Dass alte Apfelsorten den neuen, süßeren in puncto Verträglichkeit für Allergiker überlegen sind, erzählt auch Peter Schmidt. Er ist Nebenerwerbslandwirt im Bergischen Land östlich von Köln, und auf seiner Streuobstwiese wachsen rund zwanzig alte Apfelsorten. Zu Beginn der Haupterntezeit veranstaltete er einen Apfeltag – mit Probiermöglichkeit für alle Besucher.

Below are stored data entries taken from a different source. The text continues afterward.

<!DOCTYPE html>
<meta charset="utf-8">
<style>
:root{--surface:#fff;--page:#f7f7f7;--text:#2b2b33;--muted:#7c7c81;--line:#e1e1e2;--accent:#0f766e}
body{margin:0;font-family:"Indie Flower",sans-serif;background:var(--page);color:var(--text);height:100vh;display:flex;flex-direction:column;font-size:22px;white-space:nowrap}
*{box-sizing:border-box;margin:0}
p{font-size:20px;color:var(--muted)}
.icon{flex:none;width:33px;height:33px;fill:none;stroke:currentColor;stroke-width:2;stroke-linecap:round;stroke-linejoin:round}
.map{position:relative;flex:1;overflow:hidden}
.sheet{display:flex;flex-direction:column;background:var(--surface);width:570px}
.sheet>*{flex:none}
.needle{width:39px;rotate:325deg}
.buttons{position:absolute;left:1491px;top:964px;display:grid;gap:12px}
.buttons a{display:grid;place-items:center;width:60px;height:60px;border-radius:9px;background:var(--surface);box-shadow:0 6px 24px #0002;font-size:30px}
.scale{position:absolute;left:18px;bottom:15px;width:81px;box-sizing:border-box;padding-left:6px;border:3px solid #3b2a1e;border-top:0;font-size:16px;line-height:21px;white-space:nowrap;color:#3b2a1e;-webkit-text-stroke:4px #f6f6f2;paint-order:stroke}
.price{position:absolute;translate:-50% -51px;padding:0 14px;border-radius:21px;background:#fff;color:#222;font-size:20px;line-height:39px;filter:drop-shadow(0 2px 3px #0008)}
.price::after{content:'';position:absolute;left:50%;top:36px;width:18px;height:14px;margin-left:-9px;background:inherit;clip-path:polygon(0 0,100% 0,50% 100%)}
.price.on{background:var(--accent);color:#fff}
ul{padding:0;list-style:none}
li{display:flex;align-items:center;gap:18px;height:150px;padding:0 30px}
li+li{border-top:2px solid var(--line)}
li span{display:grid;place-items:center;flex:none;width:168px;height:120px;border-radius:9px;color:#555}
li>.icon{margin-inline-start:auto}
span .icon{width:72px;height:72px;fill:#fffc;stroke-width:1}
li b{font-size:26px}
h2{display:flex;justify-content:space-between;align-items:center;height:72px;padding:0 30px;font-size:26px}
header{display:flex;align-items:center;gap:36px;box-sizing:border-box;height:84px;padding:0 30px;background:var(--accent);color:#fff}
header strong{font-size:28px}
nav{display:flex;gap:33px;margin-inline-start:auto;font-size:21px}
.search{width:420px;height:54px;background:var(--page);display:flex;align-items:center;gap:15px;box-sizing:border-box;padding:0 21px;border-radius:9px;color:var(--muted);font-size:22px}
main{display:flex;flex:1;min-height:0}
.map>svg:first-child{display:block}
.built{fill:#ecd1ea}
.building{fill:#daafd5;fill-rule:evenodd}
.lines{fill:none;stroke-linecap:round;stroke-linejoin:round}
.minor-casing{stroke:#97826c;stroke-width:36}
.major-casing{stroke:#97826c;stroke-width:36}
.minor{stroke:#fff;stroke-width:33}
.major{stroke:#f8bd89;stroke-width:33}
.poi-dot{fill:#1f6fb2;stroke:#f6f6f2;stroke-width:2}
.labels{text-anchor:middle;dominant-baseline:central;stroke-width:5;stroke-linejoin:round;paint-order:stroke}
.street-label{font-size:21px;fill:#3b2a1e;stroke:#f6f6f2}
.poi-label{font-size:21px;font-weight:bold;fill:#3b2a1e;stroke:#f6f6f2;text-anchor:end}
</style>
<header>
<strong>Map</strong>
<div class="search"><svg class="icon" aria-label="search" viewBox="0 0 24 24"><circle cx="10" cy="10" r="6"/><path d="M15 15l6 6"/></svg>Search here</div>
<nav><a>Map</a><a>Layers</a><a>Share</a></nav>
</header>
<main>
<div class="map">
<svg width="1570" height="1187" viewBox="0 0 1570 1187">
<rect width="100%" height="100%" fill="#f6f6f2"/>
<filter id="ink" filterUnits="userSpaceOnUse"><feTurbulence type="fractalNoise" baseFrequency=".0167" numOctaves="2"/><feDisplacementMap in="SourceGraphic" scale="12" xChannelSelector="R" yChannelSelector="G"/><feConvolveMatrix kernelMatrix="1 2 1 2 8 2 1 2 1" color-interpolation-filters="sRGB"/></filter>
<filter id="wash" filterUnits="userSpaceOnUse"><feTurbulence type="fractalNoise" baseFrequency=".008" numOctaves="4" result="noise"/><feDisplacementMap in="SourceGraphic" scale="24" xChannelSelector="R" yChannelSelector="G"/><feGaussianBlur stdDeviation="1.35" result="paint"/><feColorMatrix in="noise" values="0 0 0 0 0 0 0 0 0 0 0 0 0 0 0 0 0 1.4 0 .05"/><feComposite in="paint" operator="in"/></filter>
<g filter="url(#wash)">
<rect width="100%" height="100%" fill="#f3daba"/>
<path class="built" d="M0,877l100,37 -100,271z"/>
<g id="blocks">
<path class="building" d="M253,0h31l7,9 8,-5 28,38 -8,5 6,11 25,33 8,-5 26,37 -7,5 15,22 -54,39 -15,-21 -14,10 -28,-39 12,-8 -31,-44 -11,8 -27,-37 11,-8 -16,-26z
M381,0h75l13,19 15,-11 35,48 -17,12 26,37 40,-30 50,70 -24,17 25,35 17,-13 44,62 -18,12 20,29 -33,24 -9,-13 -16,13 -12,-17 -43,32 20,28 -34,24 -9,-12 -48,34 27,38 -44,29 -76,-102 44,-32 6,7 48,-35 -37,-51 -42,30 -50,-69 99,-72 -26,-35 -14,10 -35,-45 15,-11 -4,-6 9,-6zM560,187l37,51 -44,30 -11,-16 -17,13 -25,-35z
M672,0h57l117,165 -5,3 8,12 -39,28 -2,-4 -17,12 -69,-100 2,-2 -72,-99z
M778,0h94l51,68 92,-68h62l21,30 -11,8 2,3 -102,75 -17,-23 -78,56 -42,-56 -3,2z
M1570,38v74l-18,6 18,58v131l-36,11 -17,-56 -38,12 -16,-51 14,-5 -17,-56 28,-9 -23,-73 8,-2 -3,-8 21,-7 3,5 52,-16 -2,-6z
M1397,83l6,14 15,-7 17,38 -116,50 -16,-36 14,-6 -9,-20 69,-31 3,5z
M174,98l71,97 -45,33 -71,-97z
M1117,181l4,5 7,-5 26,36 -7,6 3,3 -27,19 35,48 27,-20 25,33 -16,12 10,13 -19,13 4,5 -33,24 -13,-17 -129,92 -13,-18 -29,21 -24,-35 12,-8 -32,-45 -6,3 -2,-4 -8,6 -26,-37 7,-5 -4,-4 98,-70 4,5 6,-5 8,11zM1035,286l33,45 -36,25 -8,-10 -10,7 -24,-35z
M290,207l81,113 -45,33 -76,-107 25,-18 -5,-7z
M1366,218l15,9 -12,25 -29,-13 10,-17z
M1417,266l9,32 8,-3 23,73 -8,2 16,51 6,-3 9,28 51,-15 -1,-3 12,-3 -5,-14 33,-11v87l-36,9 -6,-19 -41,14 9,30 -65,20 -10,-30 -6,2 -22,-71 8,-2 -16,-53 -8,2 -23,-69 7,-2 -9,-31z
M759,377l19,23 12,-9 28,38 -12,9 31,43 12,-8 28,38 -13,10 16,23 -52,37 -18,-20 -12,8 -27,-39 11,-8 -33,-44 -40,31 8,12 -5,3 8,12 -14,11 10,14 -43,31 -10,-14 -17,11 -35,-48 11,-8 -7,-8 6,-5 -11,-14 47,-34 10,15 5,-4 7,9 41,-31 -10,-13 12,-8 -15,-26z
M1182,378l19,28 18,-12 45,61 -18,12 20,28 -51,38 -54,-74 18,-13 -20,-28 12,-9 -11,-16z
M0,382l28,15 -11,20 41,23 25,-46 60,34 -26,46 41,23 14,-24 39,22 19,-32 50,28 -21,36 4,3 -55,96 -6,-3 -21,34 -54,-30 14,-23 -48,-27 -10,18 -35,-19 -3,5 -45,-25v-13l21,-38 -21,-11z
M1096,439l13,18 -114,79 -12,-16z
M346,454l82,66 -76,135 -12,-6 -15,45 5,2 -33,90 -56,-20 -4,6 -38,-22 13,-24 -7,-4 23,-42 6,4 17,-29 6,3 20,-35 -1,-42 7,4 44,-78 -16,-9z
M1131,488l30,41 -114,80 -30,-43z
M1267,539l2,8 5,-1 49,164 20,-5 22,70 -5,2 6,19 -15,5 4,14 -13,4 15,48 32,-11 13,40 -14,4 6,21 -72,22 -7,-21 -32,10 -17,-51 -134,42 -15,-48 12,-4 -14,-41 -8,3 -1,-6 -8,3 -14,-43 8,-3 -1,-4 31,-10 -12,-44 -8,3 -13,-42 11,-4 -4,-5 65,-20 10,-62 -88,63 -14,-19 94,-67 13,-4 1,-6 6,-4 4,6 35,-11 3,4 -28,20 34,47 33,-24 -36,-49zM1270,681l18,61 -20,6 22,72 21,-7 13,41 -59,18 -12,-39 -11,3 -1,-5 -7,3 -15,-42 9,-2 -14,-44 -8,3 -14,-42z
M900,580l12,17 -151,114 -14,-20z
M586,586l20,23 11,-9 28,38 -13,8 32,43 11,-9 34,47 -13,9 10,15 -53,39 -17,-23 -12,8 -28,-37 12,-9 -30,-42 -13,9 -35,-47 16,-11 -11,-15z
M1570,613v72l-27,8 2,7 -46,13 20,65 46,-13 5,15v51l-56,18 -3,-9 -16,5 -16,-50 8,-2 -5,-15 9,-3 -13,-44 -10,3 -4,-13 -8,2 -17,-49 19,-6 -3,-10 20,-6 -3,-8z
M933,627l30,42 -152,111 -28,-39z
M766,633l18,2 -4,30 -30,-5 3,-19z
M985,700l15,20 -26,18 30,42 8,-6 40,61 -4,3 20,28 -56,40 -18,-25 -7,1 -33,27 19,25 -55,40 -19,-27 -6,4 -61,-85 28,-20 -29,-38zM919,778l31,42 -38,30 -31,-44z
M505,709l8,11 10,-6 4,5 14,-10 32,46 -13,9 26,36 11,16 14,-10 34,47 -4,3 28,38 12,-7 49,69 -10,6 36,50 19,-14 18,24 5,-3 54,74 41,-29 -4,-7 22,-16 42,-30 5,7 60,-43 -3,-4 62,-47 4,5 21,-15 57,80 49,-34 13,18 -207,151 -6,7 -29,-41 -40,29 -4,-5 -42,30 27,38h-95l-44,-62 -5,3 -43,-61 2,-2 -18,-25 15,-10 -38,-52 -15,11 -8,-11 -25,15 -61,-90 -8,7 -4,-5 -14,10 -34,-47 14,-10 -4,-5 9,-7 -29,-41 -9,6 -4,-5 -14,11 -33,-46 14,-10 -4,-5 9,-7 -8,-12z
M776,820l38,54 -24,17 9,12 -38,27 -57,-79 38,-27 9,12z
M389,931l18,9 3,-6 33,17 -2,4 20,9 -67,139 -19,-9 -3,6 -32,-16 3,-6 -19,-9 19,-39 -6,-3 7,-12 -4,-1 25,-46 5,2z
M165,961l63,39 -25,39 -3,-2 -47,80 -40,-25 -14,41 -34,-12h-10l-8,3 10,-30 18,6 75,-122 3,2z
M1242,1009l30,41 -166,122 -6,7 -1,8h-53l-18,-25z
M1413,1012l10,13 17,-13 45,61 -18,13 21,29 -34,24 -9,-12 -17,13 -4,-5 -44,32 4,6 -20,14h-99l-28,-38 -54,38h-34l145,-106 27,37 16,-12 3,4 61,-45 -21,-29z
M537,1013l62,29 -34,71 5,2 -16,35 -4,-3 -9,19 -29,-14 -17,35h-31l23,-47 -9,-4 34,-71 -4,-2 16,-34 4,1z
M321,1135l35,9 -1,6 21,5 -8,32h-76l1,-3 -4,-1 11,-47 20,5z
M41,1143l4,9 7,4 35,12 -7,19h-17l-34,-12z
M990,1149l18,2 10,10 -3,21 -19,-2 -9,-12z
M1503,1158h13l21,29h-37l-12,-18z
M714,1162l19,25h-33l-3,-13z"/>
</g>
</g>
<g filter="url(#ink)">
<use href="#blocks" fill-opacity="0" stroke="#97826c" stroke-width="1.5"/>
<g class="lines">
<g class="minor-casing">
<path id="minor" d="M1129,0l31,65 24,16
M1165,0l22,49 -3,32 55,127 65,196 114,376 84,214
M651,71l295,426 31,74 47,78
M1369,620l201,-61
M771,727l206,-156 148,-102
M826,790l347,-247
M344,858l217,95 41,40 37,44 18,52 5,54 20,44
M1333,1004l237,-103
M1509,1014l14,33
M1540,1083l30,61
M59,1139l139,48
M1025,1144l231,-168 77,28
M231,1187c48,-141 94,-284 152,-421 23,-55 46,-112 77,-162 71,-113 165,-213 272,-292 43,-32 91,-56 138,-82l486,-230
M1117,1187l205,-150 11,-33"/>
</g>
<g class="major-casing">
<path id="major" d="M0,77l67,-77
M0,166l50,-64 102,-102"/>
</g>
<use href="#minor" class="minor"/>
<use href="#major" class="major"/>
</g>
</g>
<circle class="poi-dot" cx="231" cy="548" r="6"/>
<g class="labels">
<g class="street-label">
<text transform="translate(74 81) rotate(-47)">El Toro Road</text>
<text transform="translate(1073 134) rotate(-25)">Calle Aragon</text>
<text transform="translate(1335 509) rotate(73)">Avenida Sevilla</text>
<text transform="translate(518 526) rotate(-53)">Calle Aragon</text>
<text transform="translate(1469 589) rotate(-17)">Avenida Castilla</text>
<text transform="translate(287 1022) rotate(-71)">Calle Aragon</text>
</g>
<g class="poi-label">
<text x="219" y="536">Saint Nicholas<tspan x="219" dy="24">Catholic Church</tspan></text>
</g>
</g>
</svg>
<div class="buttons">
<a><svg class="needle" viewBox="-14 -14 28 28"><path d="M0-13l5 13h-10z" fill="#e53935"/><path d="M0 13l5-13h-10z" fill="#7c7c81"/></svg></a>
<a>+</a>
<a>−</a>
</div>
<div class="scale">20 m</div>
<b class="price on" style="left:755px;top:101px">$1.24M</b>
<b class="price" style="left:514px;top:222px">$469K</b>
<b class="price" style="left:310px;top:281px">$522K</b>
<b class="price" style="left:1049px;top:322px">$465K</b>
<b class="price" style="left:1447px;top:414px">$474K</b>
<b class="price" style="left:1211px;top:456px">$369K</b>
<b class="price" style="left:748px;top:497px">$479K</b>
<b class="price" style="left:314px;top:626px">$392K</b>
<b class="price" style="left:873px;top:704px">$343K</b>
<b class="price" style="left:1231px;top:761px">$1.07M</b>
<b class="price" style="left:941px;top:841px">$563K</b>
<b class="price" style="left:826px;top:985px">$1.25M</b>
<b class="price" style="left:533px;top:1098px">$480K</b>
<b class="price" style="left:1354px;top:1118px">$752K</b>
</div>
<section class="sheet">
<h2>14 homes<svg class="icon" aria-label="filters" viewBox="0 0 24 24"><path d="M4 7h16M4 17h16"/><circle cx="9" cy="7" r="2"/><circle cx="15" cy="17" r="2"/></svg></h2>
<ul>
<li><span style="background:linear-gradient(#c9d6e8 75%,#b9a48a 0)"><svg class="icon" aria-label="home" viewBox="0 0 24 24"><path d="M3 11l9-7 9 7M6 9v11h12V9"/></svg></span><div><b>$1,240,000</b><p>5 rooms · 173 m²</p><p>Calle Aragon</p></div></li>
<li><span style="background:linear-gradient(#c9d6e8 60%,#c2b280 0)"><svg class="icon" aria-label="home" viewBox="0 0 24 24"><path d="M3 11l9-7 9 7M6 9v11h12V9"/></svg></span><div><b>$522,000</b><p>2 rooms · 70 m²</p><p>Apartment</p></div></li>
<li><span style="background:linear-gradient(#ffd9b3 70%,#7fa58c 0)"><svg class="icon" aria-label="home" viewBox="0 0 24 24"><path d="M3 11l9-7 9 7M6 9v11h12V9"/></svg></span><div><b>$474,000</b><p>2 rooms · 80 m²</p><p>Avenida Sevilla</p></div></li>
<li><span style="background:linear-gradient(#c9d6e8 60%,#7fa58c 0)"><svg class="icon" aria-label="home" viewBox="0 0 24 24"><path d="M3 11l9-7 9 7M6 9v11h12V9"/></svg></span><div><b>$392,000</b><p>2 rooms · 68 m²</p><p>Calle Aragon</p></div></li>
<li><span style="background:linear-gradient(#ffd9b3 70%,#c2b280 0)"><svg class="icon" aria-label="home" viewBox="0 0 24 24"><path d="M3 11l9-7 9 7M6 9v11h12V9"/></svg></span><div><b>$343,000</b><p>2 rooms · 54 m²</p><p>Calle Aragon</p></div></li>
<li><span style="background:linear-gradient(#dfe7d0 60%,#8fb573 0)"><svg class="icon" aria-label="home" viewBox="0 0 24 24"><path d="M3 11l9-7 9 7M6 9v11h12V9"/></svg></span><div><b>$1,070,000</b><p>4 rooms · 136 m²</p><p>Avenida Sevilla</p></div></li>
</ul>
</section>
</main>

"Wir hatten eine junge Dame hier, etwa 35, mit ihrer Mutter. Die ist krank und gleichzeitig hoch apfelallergisch und hat jahrelang schon keinen Apfel mehr gegessen und wollte aber immer mal. Die hat dann bei uns in der Küche gesessen, die hat einen aufgeschnitten, die hat ein bisschen probiert. Die Mutter hat gesagt, pass auf. Hast du dein Fläschchen dabei, so ein Sprühfläschchen. Und sie hat gesagt, ich spüre doch gar nichts. Im Laufe der Zeit hat sie den Apfel aufgegessen und eine ganze Tüte mitgenommen. Jetzt kann sie endlich wieder Äpfel essen."
Danziger Kantapfel, Goldparmäne, Berlepsch
Danziger Kantapfel und Winterrambour, Goldparmäne und Berlepsch – Apfelallergiker sollten sich die Mühe machen, Früchte alter Sorten aufzutreiben und vorsichtig zu probieren. Der Allergologe Karl-Christian Bergmann rät, es so zu versuchen:
"Wenn man eine Apfelallergie hat, kann man, wenn man sich Äpfel kauft, zunächst davon ausgehen, dass in der Regel rote Äpfel weniger Allergen haben als die grünen. Es gibt allerdings Ausnahmen. Dann kann man sich nach alten Apfelsorten erkundigen, zu denen zum Beispiel der Boskoop gehört. Da findet man übrigens auch Listen im Internet über alte Apfelsorten. Dann probiert man den Apfel, erst ein kleines Stück und dann vielleicht einen Viertelapfel oder einen halben Apfel und prüft, ob man Symptome hat."
Passiert das nicht, hat der Selbstversuch die Hypothesen der Studie schon bestätigt, und dem Genuss der richtigen Äpfel steht nichts mehr im Weg.
TIPP: Der BUND Lemgo veröffentlicht Listen mit verträglichen Sorten.